Saturday, April 20, 2024

Legalising cannabis: the Jersey experience

Cream, finance, potatoes—and now CBD. Jersey is spearheading a British push into CBD and cannabis products. This is an economic development story. And, so far, it’s a success story.

“Jersey is the first jurisdiction that’s really nailed their colours to the mast and moved with any real purpose into embracing this industry,” says Adrian Clarke, chief operating officer at CBD brand owner Tenacious Labs.
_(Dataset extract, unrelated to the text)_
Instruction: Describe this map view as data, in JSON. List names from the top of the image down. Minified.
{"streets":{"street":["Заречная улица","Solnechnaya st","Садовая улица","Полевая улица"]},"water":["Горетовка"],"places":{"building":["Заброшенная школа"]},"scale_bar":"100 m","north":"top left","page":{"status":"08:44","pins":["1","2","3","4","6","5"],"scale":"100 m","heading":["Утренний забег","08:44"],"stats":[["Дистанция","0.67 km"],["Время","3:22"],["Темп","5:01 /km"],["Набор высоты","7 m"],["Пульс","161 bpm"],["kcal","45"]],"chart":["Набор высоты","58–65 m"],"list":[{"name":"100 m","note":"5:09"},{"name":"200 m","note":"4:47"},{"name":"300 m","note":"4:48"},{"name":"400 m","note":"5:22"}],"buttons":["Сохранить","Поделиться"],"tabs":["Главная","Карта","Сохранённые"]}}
It’s important because, where Jersey goes, the UK government follows. The UK Home Office has a memorandum of understanding with Jersey that allows it to pinch good quality regulatory ideas. Right now, UK civil servants are watching their Jersey brethren closely. So what are the Jèrriais up to?
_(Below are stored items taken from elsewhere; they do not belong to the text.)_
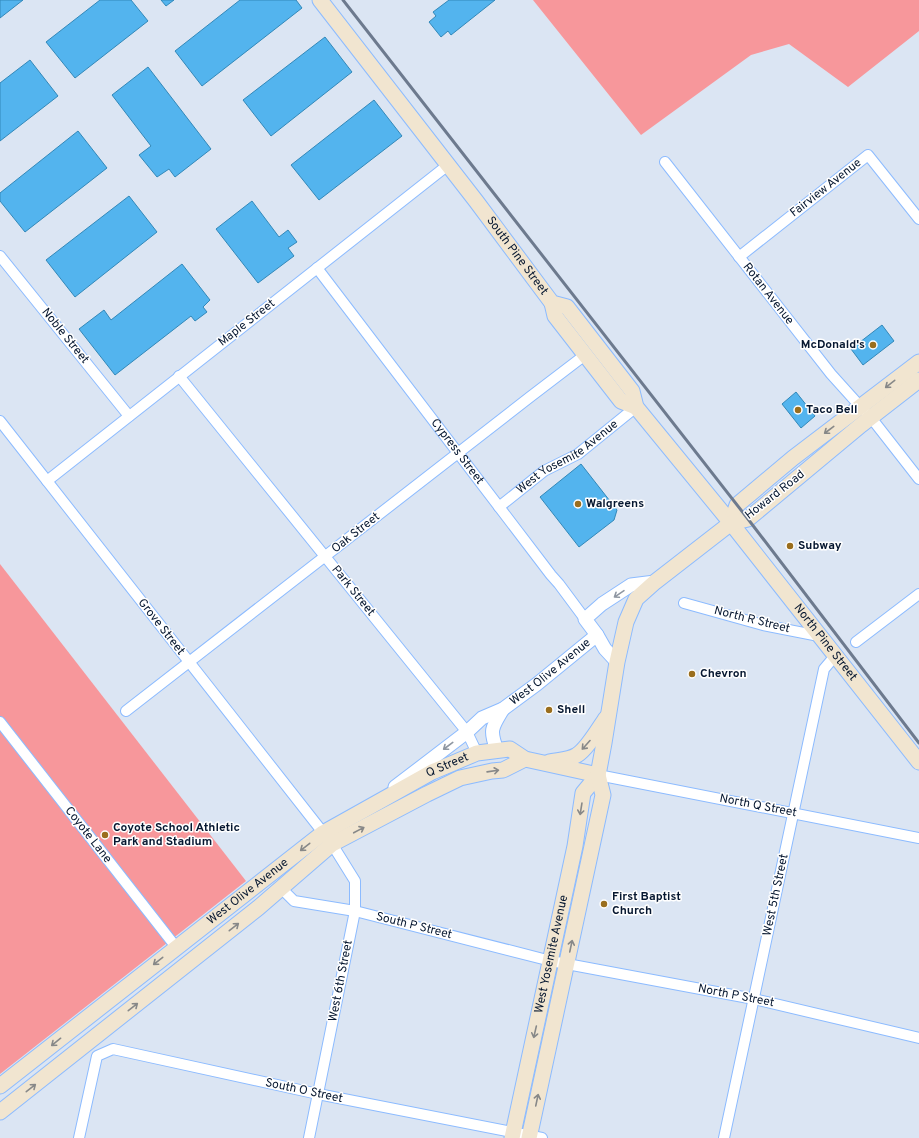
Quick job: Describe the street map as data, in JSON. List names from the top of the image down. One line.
{"streets":{"main road":["South Pine Street","West Yosemite Avenue","Howard Road","North Pine Street","West Olive Avenue","Q Street"],"street":["Fairview Avenue","Rotan Avenue","Maple Street","Noble Street","Cypress Street","Oak Street","Park Street","North R Street","Grove Street","North Q Street","Coyote Lane","West 5th Street","South P Street","West 6th Street","North P Street","South O Street"]},"crossings":[["Fairview Avenue","Rotan Avenue"],["South Pine Street","Maple Street"],["South Pine Street","West Yosemite Avenue"],["South Pine Street","Howard Road"],["South Pine Street","North Pine Street"],["Rotan Avenue","Howard Road"],["Maple Street","Noble Street"],["Maple Street","Cypress Street"],["Maple Street","Park Street"],["Maple Street","Grove Street"],["Cypress Street","West Yosemite Avenue"],["Cypress Street","Oak Street"],["Cypress Street","West Olive Avenue"],["West Yosemite Avenue","Q Street"],["West Yosemite Avenue","North Q Street"],["West Yosemite Avenue","South P Street"],["West Yosemite Avenue","North P Street"],["West Yosemite Avenue","South O Street"],["Howard Road","North Pine Street"],["Oak Street","Park Street"],["Oak Street","Grove Street"],["Park Street","West Olive Avenue"],["Park Street","Q Street"],["North R Street","North Pine Street"],["Grove Street","West Olive Avenue"],["Grove Street","West 6th Street"],["North Pine Street","West 5th Street"],["West Olive Avenue","Q Street"],["West Olive Avenue","Coyote Lane"],["West Olive Avenue","South P Street"],["West Olive Avenue","West 6th Street"],["Q Street","North Q Street"],["North Q Street","West 5th Street"],["West 5th Street","North P Street"],["South P Street","West 6th Street"],["South P Street","North P Street"],["West 6th Street","South O Street"]],"places":["McDonald's","Taco Bell","Walgreens","Subway","Chevron","Shell","Coyote School Athletic Park and Stadium","First Baptist Church"]}
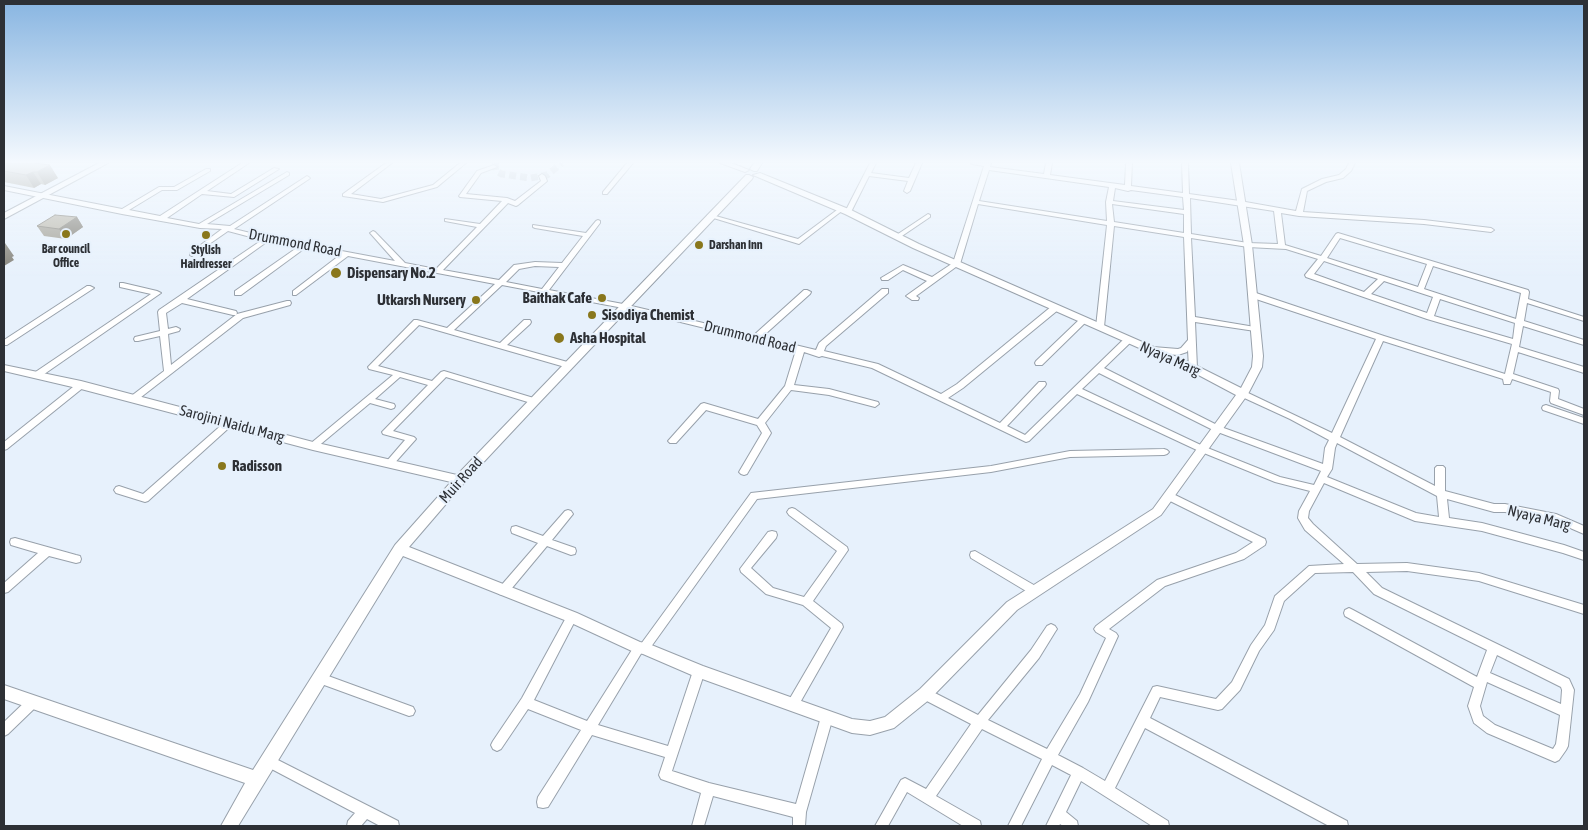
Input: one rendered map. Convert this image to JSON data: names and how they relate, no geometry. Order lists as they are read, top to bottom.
{
  "streets": {
    "street": [
      "Drummond Road",
      "Nyaya Marg",
      "Sarojini Naidu Marg",
      "Muir Road"
    ]
  },
  "crossings": [
    ["Drummond Road", "Nyaya Marg"],
    ["Drummond Road", "Muir Road"],
    ["Sarojini Naidu Marg", "Muir Road"]
  ],
  "places": [
    "Bar council Office",
    "Stylish Hairdresser",
    "Darshan Inn",
    "Dispensary No.2",
    "Baithak Cafe",
    "Utkarsh Nursery",
    "Sisodiya Chemist",
    "Asha Hospital",
    "Radisson"
  ]
}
As with most countries, Jersey’s starting point with CBD and other cannabis products was prohibition. In order to look at moving from that to a regulated, healthy market in CBD, Jersey set up a Cannabis Coordination Group (CCG), chaired by Jersey civil servant Dan Houseago.

Watching from the wings is the UK’s Medicines and Healthcare Products Regulatory Agency (MHRA), keen to see how the CCG will effect change.
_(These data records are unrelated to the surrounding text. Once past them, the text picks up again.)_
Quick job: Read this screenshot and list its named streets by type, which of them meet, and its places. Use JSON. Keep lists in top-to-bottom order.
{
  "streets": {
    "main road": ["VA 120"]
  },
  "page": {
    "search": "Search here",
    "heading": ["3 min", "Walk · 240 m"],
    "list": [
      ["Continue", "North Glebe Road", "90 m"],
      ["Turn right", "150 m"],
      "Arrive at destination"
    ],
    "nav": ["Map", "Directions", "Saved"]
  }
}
Adrian Clarke: “Jersey is the first jurisdiction that’s really nailed their colours to the mast and moved with any real purpose into embracing this industry”

To get the tax take the Government of Jersey wants, the CCG had to start looking at repealing Jersey’s drugs laws. The first move was designed to attract investment to the CBD sector. Earlier in the summer of 2021, Jersey relaxed its proceeds of crime laws, so financing CBD production is no longer illegal.

Next move was to make production legal. That’s why Jersey deputy chief minister Lyndon Farnham announced the island’s Cannabis Strategic Advisory Board or CSAB in August 2021.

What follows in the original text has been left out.